Please write out all the data exactly as shown.

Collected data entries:
^^^^^^^^

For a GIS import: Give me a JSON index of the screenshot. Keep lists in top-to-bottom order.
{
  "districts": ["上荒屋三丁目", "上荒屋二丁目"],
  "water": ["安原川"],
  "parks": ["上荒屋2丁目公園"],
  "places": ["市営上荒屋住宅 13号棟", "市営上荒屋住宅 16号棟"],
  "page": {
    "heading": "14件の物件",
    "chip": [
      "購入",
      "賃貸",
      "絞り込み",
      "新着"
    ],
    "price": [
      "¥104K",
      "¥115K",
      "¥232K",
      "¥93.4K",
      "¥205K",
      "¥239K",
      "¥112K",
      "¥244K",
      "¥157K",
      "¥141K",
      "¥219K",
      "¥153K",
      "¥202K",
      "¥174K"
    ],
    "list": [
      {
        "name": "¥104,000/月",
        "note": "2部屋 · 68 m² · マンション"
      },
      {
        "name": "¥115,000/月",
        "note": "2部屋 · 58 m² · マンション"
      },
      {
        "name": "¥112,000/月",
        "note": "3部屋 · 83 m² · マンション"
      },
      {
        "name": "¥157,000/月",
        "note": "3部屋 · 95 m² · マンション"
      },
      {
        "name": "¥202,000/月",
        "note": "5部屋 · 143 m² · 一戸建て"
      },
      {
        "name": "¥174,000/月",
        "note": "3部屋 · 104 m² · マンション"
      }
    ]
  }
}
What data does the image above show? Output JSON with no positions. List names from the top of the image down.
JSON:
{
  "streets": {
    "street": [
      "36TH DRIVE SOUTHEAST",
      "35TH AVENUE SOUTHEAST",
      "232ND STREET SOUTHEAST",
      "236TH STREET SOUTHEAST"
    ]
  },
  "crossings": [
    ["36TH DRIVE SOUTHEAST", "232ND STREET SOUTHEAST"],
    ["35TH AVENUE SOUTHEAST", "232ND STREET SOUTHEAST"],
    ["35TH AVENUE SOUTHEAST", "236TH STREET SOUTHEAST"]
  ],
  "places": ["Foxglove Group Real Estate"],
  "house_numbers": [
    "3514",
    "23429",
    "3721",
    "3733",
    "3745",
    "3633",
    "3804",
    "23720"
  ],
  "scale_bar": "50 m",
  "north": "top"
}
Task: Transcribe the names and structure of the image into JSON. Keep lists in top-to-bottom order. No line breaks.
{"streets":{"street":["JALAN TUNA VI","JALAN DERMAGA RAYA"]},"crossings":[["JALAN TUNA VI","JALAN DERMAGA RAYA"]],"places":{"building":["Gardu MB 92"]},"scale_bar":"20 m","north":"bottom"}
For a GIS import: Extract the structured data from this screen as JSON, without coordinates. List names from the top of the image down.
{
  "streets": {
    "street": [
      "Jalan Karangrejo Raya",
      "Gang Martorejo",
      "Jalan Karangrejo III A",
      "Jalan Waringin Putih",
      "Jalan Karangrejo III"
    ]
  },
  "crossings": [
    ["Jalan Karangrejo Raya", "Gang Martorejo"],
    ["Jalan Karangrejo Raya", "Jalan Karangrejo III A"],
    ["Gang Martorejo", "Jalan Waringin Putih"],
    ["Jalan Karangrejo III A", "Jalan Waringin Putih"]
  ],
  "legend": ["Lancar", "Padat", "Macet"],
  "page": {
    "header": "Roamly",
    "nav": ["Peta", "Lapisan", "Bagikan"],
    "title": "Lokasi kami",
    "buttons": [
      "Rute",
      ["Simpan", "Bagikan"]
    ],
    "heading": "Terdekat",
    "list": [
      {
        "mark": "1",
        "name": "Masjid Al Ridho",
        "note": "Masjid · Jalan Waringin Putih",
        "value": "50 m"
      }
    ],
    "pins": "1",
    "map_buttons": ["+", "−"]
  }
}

^^^^^^^^

The completed task:
For a GIS import: Give me a JSON index of the screenshot. Keep lists in top-to-bottom order.
{
  "districts": ["上荒屋三丁目", "上荒屋二丁目"],
  "water": ["安原川"],
  "parks": ["上荒屋2丁目公園"],
  "places": ["市営上荒屋住宅 13号棟", "市営上荒屋住宅 16号棟"],
  "page": {
    "heading": "14件の物件",
    "chip": [
      "購入",
      "賃貸",
      "絞り込み",
      "新着"
    ],
    "price": [
      "¥104K",
      "¥115K",
      "¥232K",
      "¥93.4K",
      "¥205K",
      "¥239K",
      "¥112K",
      "¥244K",
      "¥157K",
      "¥141K",
      "¥219K",
      "¥153K",
      "¥202K",
      "¥174K"
    ],
    "list": [
      {
        "name": "¥104,000/月",
        "note": "2部屋 · 68 m² · マンション"
      },
      {
        "name": "¥115,000/月",
        "note": "2部屋 · 58 m² · マンション"
      },
      {
        "name": "¥112,000/月",
        "note": "3部屋 · 83 m² · マンション"
      },
      {
        "name": "¥157,000/月",
        "note": "3部屋 · 95 m² · マンション"
      },
      {
        "name": "¥202,000/月",
        "note": "5部屋 · 143 m² · 一戸建て"
      },
      {
        "name": "¥174,000/月",
        "note": "3部屋 · 104 m² · マンション"
      }
    ]
  }
}
What data does the image above show? Output JSON with no positions. List names from the top of the image down.
JSON:
{
  "streets": {
    "street": [
      "36TH DRIVE SOUTHEAST",
      "35TH AVENUE SOUTHEAST",
      "232ND STREET SOUTHEAST",
      "236TH STREET SOUTHEAST"
    ]
  },
  "crossings": [
    ["36TH DRIVE SOUTHEAST", "232ND STREET SOUTHEAST"],
    ["35TH AVENUE SOUTHEAST", "232ND STREET SOUTHEAST"],
    ["35TH AVENUE SOUTHEAST", "236TH STREET SOUTHEAST"]
  ],
  "places": ["Foxglove Group Real Estate"],
  "house_numbers": [
    "3514",
    "23429",
    "3721",
    "3733",
    "3745",
    "3633",
    "3804",
    "23720"
  ],
  "scale_bar": "50 m",
  "north": "top"
}
Task: Transcribe the names and structure of the image into JSON. Keep lists in top-to-bottom order. No line breaks.
{"streets":{"street":["JALAN TUNA VI","JALAN DERMAGA RAYA"]},"crossings":[["JALAN TUNA VI","JALAN DERMAGA RAYA"]],"places":{"building":["Gardu MB 92"]},"scale_bar":"20 m","north":"bottom"}
For a GIS import: Extract the structured data from this screen as JSON, without coordinates. List names from the top of the image down.
{
  "streets": {
    "street": [
      "Jalan Karangrejo Raya",
      "Gang Martorejo",
      "Jalan Karangrejo III A",
      "Jalan Waringin Putih",
      "Jalan Karangrejo III"
    ]
  },
  "crossings": [
    ["Jalan Karangrejo Raya", "Gang Martorejo"],
    ["Jalan Karangrejo Raya", "Jalan Karangrejo III A"],
    ["Gang Martorejo", "Jalan Waringin Putih"],
    ["Jalan Karangrejo III A", "Jalan Waringin Putih"]
  ],
  "legend": ["Lancar", "Padat", "Macet"],
  "page": {
    "header": "Roamly",
    "nav": ["Peta", "Lapisan", "Bagikan"],
    "title": "Lokasi kami",
    "buttons": [
      "Rute",
      ["Simpan", "Bagikan"]
    ],
    "heading": "Terdekat",
    "list": [
      {
        "mark": "1",
        "name": "Masjid Al Ridho",
        "note": "Masjid · Jalan Waringin Putih",
        "value": "50 m"
      }
    ],
    "pins": "1",
    "map_buttons": ["+", "−"]
  }
}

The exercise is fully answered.